Monday, March 5, 2012

In the Blur of Battle

I think I may be becoming a workaholic.  I love my job, and I love being busy and having something to occupy my hands and my mind at all times.  When I have nothing to do, I go crazy (though my stability at the best of times is debatable), and not the fun crazy, the bad kind.  And it's not because I particularly LOVE working or because it's biblical to be industrious, it's not that at all.  It's because it numbs.

Sort of like a warrior, drowning himself in the blur of battle.  Fighting hard and fast with no room for thought only action.  With no mind to who he is, or why he's fighting.
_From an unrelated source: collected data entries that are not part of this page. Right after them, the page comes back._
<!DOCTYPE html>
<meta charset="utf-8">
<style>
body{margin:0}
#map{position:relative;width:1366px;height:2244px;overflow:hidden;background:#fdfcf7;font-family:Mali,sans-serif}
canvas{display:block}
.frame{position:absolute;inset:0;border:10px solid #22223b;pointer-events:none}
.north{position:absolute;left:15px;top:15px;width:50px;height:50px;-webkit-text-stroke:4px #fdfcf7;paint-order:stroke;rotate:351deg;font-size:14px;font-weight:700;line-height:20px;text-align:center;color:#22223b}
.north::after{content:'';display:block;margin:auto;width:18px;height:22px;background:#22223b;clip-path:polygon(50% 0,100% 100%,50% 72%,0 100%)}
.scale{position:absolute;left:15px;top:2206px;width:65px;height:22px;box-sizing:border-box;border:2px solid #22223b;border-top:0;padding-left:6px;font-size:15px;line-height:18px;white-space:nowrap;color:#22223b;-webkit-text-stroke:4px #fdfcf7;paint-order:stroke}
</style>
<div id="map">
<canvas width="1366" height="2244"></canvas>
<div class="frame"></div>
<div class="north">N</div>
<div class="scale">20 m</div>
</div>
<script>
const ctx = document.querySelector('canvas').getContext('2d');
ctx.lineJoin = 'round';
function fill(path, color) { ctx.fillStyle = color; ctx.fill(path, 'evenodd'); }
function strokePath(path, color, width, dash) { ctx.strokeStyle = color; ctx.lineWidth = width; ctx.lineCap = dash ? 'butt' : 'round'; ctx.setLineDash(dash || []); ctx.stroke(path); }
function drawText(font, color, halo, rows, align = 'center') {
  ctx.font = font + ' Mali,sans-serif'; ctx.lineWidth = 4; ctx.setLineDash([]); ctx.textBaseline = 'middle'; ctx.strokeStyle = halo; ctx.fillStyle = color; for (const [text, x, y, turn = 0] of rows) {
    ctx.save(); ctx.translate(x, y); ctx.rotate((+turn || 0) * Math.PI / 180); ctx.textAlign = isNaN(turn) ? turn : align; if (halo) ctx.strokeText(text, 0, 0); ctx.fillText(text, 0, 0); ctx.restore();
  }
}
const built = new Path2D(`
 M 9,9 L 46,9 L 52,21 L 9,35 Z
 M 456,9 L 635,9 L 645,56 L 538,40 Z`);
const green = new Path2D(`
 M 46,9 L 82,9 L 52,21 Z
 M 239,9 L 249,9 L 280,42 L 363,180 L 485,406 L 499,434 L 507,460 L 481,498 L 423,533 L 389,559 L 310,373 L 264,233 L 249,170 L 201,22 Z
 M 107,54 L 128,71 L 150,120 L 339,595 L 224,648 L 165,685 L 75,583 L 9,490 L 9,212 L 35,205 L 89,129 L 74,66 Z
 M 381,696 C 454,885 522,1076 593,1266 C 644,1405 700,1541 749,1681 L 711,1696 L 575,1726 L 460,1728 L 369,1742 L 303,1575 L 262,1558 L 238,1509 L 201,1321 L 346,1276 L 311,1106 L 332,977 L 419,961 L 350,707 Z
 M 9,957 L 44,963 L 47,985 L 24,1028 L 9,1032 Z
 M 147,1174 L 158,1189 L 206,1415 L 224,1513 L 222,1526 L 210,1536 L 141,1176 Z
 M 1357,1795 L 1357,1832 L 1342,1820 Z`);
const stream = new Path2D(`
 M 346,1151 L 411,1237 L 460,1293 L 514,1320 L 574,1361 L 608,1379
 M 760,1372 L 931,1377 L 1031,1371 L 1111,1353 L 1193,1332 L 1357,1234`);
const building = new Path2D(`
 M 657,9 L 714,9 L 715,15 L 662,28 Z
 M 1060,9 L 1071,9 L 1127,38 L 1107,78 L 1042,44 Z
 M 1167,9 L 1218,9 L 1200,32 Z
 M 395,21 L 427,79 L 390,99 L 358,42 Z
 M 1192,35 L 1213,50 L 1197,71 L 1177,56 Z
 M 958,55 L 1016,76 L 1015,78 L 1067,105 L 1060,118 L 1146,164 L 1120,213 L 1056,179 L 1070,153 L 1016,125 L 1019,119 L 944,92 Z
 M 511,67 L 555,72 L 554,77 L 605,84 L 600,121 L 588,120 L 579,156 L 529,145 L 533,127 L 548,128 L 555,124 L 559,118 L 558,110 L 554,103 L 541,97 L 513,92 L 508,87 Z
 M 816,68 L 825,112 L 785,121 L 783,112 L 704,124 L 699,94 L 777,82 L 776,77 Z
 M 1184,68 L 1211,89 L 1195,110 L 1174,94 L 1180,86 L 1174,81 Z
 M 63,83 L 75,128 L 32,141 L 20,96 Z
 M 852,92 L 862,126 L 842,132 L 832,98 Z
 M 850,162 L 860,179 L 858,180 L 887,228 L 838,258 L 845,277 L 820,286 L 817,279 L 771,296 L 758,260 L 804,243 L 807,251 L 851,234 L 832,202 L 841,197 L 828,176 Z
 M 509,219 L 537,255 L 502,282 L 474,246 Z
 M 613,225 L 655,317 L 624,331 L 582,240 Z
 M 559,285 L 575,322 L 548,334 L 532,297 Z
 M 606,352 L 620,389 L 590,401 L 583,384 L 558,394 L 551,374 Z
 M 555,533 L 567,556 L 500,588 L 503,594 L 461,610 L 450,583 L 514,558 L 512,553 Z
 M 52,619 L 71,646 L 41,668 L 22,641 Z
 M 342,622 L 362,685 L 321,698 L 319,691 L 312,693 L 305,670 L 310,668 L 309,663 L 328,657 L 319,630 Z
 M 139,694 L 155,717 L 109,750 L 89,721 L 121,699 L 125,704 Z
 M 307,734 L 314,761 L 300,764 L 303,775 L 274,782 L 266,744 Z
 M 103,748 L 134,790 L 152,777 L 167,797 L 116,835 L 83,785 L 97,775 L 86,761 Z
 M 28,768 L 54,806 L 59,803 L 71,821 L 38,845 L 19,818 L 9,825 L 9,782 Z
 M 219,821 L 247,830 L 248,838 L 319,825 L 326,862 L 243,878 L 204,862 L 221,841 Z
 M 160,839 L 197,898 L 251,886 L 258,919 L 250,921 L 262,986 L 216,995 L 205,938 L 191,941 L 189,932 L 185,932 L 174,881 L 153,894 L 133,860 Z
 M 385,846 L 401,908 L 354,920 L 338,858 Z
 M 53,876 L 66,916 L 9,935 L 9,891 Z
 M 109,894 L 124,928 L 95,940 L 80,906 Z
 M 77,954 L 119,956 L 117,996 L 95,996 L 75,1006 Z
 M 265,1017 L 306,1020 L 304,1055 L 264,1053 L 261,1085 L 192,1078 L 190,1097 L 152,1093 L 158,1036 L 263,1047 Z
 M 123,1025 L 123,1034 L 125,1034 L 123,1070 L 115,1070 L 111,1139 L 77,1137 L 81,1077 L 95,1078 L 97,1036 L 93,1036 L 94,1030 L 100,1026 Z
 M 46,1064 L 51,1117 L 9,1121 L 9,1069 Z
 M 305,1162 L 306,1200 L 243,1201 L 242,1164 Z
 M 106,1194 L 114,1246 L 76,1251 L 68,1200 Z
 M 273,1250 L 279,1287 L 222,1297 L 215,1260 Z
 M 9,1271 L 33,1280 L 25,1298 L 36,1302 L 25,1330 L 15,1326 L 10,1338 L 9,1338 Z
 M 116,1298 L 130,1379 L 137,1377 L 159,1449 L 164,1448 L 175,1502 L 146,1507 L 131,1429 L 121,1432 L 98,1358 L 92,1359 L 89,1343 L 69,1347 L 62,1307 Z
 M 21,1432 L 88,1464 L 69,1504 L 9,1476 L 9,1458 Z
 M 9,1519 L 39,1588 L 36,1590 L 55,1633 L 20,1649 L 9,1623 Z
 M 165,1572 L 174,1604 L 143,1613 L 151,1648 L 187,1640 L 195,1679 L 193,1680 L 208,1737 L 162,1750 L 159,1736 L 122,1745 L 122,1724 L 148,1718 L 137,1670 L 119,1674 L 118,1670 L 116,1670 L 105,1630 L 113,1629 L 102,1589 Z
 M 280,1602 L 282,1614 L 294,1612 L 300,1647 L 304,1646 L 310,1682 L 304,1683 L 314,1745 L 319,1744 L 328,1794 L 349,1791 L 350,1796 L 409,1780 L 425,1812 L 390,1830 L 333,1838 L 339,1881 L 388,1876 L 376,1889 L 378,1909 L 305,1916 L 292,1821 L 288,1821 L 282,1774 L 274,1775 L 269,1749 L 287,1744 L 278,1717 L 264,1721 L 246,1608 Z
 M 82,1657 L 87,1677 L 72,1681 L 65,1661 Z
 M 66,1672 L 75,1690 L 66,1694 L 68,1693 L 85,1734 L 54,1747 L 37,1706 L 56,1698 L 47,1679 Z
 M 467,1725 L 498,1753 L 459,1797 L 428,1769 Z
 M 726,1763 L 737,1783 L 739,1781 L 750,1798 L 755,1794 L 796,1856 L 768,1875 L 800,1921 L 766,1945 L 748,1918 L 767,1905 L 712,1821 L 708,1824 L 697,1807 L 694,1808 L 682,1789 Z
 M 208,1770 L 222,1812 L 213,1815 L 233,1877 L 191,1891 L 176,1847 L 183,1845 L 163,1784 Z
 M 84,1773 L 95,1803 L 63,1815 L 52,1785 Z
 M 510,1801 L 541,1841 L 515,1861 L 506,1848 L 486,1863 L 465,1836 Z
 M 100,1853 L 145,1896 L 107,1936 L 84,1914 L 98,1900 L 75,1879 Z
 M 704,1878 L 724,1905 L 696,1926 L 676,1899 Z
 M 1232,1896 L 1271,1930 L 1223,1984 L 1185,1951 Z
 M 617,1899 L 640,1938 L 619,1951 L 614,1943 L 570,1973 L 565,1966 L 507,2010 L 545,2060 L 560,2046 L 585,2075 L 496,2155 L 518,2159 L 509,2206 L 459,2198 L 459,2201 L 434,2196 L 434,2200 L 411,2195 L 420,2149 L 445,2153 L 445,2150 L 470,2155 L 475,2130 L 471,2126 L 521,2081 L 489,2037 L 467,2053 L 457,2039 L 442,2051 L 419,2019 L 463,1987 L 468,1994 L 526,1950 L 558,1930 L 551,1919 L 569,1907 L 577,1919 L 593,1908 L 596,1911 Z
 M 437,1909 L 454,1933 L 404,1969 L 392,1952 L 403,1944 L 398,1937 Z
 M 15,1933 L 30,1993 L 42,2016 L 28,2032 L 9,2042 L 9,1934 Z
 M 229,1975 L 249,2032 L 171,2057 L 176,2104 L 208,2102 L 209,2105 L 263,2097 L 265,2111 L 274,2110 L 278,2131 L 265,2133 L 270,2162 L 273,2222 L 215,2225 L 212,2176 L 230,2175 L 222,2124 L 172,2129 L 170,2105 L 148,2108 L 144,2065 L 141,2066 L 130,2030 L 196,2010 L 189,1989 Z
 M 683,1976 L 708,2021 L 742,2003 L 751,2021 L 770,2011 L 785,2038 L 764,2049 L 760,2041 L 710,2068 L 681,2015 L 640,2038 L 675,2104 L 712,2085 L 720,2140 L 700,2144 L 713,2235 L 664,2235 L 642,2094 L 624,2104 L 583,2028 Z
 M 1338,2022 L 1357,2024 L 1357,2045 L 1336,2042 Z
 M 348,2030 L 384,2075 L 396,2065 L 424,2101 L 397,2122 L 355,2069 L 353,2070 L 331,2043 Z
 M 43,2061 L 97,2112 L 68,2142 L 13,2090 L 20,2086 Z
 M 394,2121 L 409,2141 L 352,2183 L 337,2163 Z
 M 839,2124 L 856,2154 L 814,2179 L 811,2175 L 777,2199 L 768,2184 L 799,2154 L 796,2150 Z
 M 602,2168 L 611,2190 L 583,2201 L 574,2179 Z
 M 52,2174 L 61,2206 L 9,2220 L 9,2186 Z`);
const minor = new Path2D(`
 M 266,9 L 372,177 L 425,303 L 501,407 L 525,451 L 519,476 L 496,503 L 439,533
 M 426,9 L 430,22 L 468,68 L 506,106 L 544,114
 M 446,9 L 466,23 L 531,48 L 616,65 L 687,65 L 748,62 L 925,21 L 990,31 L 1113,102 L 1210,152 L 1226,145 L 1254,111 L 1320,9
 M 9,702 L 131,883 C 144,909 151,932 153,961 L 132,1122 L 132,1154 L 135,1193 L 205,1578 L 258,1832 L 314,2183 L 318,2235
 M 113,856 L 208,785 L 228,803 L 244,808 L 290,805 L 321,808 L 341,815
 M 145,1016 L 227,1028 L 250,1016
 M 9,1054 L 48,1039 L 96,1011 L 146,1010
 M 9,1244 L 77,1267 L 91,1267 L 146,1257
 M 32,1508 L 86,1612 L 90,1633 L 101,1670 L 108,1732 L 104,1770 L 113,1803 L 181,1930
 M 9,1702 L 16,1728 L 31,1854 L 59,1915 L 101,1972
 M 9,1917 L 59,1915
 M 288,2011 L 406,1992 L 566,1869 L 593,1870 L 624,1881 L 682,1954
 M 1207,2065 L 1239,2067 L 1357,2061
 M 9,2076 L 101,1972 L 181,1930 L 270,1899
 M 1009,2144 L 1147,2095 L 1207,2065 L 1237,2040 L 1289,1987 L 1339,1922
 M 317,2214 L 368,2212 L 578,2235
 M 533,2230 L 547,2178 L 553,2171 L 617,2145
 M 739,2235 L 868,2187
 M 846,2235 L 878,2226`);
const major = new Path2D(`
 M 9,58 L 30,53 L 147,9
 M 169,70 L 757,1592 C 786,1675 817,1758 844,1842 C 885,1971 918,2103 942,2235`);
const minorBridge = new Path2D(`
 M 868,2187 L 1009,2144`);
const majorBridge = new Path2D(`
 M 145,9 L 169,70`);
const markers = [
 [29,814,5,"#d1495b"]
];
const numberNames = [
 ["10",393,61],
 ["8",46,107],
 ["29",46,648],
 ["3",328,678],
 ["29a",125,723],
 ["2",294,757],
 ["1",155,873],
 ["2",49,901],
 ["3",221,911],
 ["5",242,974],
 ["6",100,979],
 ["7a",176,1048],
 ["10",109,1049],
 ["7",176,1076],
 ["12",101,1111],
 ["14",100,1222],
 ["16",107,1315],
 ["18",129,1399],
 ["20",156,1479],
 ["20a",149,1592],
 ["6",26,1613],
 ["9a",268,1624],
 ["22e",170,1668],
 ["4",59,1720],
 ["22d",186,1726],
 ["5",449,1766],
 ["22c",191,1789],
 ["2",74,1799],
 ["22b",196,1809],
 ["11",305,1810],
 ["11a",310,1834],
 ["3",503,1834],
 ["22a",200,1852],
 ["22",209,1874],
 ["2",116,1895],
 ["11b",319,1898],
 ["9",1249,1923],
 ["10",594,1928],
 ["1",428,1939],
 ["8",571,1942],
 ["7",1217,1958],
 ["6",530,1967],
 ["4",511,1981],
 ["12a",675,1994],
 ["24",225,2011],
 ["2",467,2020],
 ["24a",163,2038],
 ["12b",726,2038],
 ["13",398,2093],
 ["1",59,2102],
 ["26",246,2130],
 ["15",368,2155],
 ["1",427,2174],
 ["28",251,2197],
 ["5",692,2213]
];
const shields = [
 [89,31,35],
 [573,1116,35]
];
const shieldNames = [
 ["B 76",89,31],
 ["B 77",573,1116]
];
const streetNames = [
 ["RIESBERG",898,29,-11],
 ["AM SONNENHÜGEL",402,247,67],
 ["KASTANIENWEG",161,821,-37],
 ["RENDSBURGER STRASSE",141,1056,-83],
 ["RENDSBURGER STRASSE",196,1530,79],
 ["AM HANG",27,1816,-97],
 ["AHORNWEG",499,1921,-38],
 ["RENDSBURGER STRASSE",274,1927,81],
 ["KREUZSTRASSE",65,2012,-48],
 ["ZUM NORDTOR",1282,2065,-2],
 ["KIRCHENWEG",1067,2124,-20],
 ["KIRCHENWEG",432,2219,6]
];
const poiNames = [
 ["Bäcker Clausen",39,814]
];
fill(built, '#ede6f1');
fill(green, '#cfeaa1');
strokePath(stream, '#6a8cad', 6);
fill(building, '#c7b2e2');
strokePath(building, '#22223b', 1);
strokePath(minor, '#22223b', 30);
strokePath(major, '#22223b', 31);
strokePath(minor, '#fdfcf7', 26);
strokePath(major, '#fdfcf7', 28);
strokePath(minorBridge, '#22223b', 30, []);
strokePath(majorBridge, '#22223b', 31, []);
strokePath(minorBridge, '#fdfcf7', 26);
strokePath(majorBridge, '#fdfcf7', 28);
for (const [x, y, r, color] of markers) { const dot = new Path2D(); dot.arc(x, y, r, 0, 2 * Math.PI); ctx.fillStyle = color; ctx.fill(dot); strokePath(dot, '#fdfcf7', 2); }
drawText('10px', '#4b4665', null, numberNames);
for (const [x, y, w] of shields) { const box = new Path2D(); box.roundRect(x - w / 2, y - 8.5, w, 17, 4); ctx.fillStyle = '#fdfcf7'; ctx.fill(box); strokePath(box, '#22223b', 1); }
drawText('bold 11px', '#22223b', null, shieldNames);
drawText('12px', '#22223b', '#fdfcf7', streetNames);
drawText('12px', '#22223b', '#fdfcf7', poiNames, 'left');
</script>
Paying no mind to how he is wounded, or how he is angry, just how he must fight, and not stop.  Because once he stops then he will have to think, take account of his injuries, and try to move on. 

God brought to my attention last night, that I was very angry.  I am so good at covering things up that even I did know I was angry.  I thought about it and knew it was true.  I thought of all the people I could be angry at, people I could possibly blame for some of the things that are happening in my life.  The truth was, I was angry at God.  Angry because I stepped out in faith and He left me to fall without a safety net.  I "let go" only to loose everything and end up right back where I started, no about 3 steps behind where I started.  That was how I felt.

I looked at the moon and put God on trial in my mind.
"So what do you have to say for Yourself God?"  I asked defiantly.
As soon as the words left my lips I knew it was a complete FAIL.  I knew the answer to my own question.

God has a plan.  I don't know why He's doing what He's doing, or why He did what He did, but I don't have to.

All I have to do is believe that what I perceive as a shattered future could really be a redemptive one.

And I have to stop fighting and stop running and let God do whatever He is doing.

 I don't usually write about things this personal, especially when I haven't completely learned my lesson yet, but I had a feeling that I should.  So I did.